Learn more about nail board use for dogs, and if you have any questions about dog training or behavior tips for your pets, chat with your Longwood veterinarian at your next appointment. We’d be happy to help! This is one of our favorite behavioral tips for dogs.

Tip 3: Have the Crate Out and Open, Make it a Comfort and Not a Punishment

Proper crate training is central to our behavioral tips for dogs. A common mistake we see with new puppy owners is using the dog crate as a time-out. Unfortunately, this makes it a negative space for the puppy, which can lead to the puppy barking or whining for hours on end. Make the dog crate a familiar and safe space for your puppy to prevent this.

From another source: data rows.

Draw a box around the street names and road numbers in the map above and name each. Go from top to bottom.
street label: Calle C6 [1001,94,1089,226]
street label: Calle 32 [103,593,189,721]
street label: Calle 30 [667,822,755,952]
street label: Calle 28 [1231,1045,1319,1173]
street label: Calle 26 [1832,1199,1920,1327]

Nowadays, most of us spend hours in our home office. If that’s the case, then that’s where the crate and the puppy should be. If you are binging a tv show in the family room, have the puppy and crate in there with you! Some people prefer to have multiple crates so they don’t have to carry the crate throughout the day, whereas others prefer to get the puppy comfortable with one specific crate.

Puppy crates should:

  • Be in the same room as you and in a spot where you can be seen.
  • Be comfortable physically and emotionally. Think of a puppy pillow AND an old shirt with your scent!
  • Have a treat inside and a safe chew toy for them to gnaw on.

Puppy crates should not:

  • Be “compact.” If your puppy has gotten bigger, their crate might need to too.
  • Be a prison. Don’t lock them inside for too long or use it to punish them.
  • Be left dirty. If your puppy had an accident, please don’t make them sit in it as a lesson.

How to Get a Puppy Comfortable with a Crate

Once your puppy has gone into their crate, gently close the door to introduce the concept of confinement training. Then, stay in the room, and after a few minutes, let them out to show them it’s only temporary. Repeat this process, leaving the puppy confined for more extended periods each time.

Once they are able to relax inside the crate for minutes without seeming anxious, try leaving the room for a moment. When you come back, give them a treat if they didn’t cry out. If they bark or whine when you leave, try again later and come back sooner. The key to this exercise is to reward them after you leave but before they cry.

Crate training takes practice, and it will be frustrating at times. Do not lose your temper and use the crate as a punishment no matter what. Do not toss them in after they have an accident, bang on the crate when they are whining, or place it far away from you, so you don’t have to hear them. Ensure they have had plenty of activity and have gone to the restroom before putting them in the crate to relax. If they ever start to cry, take them out. A puppy crate is a lifesaver for dog owners, and it should be a happy addition to the puppy’s life too.